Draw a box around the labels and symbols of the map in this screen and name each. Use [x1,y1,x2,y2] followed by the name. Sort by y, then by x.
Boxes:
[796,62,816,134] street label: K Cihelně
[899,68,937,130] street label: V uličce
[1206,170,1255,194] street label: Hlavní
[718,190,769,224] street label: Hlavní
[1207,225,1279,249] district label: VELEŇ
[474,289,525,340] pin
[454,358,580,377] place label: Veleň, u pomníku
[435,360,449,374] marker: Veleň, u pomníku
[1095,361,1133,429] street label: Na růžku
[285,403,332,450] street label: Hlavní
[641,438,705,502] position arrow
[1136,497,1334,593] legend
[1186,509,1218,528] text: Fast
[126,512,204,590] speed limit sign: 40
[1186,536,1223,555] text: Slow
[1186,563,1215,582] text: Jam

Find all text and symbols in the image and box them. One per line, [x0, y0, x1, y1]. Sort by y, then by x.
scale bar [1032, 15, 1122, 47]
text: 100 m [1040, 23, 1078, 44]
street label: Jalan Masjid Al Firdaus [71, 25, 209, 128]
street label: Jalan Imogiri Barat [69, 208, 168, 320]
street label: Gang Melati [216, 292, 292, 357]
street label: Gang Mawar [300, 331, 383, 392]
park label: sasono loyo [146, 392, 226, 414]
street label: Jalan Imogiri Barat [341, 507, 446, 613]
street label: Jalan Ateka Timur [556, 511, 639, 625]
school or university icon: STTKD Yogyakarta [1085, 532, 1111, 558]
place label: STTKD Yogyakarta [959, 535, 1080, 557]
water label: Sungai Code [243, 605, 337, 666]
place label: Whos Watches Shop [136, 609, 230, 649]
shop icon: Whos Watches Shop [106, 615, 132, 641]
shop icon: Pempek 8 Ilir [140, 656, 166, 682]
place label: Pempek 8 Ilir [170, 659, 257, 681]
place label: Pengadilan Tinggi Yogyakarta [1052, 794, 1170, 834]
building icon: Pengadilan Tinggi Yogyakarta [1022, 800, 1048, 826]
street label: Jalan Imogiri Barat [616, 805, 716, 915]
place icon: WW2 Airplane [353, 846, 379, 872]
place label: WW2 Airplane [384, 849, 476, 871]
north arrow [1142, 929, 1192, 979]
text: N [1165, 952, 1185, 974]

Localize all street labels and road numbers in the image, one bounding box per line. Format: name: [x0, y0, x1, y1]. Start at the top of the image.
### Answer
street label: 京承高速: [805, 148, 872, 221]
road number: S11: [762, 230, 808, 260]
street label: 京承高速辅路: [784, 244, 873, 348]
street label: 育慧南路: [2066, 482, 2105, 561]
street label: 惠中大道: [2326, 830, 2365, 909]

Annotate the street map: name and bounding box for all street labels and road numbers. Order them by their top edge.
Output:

- TASK PROMPT -
Take the entries above and repeat them. Alter nothing.

- OUTPUT BELOW -
Draw a box around the labels and symbols of the map in this screen and name each. Use [x1,y1,x2,y2] followed by the name. Sort by y, then by x.
Boxes:
[796,62,816,134] street label: K Cihelně
[899,68,937,130] street label: V uličce
[1206,170,1255,194] street label: Hlavní
[718,190,769,224] street label: Hlavní
[1207,225,1279,249] district label: VELEŇ
[474,289,525,340] pin
[454,358,580,377] place label: Veleň, u pomníku
[435,360,449,374] marker: Veleň, u pomníku
[1095,361,1133,429] street label: Na růžku
[285,403,332,450] street label: Hlavní
[641,438,705,502] position arrow
[1136,497,1334,593] legend
[1186,509,1218,528] text: Fast
[126,512,204,590] speed limit sign: 40
[1186,536,1223,555] text: Slow
[1186,563,1215,582] text: Jam

Find all text and symbols in the image and box them. One per line, [x0, y0, x1, y1]. Sort by y, then by x.
scale bar [1032, 15, 1122, 47]
text: 100 m [1040, 23, 1078, 44]
street label: Jalan Masjid Al Firdaus [71, 25, 209, 128]
street label: Jalan Imogiri Barat [69, 208, 168, 320]
street label: Gang Melati [216, 292, 292, 357]
street label: Gang Mawar [300, 331, 383, 392]
park label: sasono loyo [146, 392, 226, 414]
street label: Jalan Imogiri Barat [341, 507, 446, 613]
street label: Jalan Ateka Timur [556, 511, 639, 625]
school or university icon: STTKD Yogyakarta [1085, 532, 1111, 558]
place label: STTKD Yogyakarta [959, 535, 1080, 557]
water label: Sungai Code [243, 605, 337, 666]
place label: Whos Watches Shop [136, 609, 230, 649]
shop icon: Whos Watches Shop [106, 615, 132, 641]
shop icon: Pempek 8 Ilir [140, 656, 166, 682]
place label: Pempek 8 Ilir [170, 659, 257, 681]
place label: Pengadilan Tinggi Yogyakarta [1052, 794, 1170, 834]
building icon: Pengadilan Tinggi Yogyakarta [1022, 800, 1048, 826]
street label: Jalan Imogiri Barat [616, 805, 716, 915]
place icon: WW2 Airplane [353, 846, 379, 872]
place label: WW2 Airplane [384, 849, 476, 871]
north arrow [1142, 929, 1192, 979]
text: N [1165, 952, 1185, 974]

Localize all street labels and road numbers in the image, one bounding box per line. Format: name: [x0, y0, x1, y1]. Start at the top of the image.
### Answer
street label: 京承高速: [805, 148, 872, 221]
road number: S11: [762, 230, 808, 260]
street label: 京承高速辅路: [784, 244, 873, 348]
street label: 育慧南路: [2066, 482, 2105, 561]
street label: 惠中大道: [2326, 830, 2365, 909]

Annotate the street map: name and bounding box for all street labels and road numbers. Order them by their top edge.
Output:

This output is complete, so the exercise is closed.